First,calculate the slant height $l = \sqrt{h^2 + (R - r)^2} = \sqrt{48^2 + (35 - 21)^2} = \sqrt{2304 + 196} = \sqrt{2500} = 50 \, cm$.
Curved Surface Area $(CSA)$ $= \pi(R + r)l = \frac{22}{7} \times (35 + 21) \times 50 = \frac{22}{7} \times 56 \times 50 = 22 \times 8 \times 50 = 8800 \, cm^2$.
Total Surface Area $(TSA)$ $= \pi l(R + r) + \pi R^2 + \pi r^2 = 8800 + \frac{22}{7} \times (35^2 + 21^2) = 8800 + \frac{22}{7} \times (1225 + 441) = 8800 + \frac{22}{7} \times 1666 = 8800 + 22 \times 238 = 8800 + 5236 = 14036 \, cm^2$.

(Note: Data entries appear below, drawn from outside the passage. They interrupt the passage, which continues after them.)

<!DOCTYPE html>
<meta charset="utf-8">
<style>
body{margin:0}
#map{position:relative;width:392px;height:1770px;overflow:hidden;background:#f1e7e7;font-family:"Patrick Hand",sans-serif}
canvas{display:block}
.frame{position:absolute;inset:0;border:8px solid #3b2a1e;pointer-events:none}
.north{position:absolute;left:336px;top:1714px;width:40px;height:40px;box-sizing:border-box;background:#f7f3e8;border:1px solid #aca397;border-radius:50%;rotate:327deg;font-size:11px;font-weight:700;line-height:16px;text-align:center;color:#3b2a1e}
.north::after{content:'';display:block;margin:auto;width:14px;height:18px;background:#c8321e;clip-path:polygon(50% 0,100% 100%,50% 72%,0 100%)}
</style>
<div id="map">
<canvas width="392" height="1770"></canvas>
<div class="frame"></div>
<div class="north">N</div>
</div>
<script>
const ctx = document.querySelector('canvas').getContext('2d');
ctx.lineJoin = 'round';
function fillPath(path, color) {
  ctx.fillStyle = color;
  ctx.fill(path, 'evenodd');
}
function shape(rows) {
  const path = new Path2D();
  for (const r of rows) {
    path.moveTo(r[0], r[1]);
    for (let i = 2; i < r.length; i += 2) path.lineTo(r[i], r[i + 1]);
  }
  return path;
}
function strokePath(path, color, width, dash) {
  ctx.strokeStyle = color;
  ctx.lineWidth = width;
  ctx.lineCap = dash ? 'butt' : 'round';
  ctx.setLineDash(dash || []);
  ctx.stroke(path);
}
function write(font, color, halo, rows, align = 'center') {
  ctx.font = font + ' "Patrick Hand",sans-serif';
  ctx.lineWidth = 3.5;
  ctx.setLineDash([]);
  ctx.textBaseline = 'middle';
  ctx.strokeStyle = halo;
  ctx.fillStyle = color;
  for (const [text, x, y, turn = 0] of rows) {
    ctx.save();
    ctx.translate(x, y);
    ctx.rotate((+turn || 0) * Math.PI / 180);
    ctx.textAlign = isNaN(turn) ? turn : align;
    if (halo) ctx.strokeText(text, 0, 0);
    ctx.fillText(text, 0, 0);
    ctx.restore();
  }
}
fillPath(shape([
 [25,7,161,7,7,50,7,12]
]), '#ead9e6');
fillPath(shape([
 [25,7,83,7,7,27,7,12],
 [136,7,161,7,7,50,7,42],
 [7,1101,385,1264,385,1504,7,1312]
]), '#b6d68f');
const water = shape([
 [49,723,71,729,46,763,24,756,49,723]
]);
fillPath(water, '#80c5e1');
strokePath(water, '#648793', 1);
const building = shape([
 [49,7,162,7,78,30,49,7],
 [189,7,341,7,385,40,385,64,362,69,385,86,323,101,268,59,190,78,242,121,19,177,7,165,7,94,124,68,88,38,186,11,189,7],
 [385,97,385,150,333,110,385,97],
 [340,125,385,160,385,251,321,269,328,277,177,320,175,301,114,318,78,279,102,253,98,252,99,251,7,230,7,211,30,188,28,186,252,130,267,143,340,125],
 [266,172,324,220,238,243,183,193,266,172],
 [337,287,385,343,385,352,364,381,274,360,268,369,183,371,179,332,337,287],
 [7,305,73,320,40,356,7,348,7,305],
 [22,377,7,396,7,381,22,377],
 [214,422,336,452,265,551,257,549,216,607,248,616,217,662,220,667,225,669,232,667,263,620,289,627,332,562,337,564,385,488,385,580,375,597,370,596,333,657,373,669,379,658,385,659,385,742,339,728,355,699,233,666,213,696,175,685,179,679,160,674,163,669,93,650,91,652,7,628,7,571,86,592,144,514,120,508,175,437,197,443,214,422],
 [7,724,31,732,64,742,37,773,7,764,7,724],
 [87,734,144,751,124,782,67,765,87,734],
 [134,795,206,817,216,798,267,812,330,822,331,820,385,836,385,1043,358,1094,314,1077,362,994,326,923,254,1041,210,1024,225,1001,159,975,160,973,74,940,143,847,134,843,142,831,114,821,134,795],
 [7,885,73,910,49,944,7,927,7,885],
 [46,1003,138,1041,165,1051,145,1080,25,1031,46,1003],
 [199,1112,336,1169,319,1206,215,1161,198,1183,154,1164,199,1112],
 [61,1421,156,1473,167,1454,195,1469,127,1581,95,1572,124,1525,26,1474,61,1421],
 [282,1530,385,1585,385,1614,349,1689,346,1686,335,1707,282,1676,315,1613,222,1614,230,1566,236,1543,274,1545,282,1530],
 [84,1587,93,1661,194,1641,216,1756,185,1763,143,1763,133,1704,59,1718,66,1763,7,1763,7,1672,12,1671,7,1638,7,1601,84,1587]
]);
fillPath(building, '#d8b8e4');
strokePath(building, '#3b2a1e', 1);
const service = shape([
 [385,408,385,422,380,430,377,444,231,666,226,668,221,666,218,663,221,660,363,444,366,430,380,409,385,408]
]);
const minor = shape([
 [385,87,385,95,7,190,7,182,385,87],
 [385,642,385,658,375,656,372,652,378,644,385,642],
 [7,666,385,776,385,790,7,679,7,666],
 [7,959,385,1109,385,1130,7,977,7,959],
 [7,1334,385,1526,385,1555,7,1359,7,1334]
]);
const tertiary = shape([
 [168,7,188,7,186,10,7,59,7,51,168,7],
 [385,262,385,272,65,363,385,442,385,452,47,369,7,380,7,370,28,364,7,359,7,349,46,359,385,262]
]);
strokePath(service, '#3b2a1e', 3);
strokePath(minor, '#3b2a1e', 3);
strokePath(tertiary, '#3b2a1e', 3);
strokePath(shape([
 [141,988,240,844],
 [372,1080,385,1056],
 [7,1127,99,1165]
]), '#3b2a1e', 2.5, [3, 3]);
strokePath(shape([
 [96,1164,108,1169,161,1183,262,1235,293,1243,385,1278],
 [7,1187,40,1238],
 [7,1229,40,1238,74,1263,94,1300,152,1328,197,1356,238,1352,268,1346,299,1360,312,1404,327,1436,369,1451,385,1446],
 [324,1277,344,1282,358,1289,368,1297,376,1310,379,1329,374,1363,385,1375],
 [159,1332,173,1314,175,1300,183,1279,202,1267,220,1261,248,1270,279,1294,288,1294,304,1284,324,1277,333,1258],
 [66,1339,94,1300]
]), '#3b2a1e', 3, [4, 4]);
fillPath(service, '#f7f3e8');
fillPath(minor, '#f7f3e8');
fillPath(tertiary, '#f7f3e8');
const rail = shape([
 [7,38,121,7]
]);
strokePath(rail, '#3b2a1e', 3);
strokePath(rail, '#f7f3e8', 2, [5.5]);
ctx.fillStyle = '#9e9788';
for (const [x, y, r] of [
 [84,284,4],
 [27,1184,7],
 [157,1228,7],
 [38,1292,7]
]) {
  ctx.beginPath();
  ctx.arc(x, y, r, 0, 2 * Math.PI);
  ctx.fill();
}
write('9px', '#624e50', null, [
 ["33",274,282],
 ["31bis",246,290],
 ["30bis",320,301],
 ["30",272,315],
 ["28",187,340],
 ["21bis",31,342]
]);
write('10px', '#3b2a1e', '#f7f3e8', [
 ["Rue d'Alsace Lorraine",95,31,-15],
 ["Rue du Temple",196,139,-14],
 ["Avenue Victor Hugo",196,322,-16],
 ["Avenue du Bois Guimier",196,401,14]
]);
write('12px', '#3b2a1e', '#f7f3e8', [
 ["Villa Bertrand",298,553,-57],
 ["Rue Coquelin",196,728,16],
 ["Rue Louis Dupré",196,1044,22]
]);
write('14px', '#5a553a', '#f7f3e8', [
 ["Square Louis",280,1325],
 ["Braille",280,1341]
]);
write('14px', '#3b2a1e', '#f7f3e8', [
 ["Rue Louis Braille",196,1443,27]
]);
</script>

Volume $V = \frac{1}{3} \pi h (R^2 + r^2 + Rr) = \frac{1}{3} \times \frac{22}{7} \times 48 \times (35^2 + 21^2 + 35 \times 21) = \frac{22 \times 16}{7} \times (1225 + 441 + 735) = \frac{352}{7} \times 2401 = 352 \times 343 = 120736 \, cm^3$.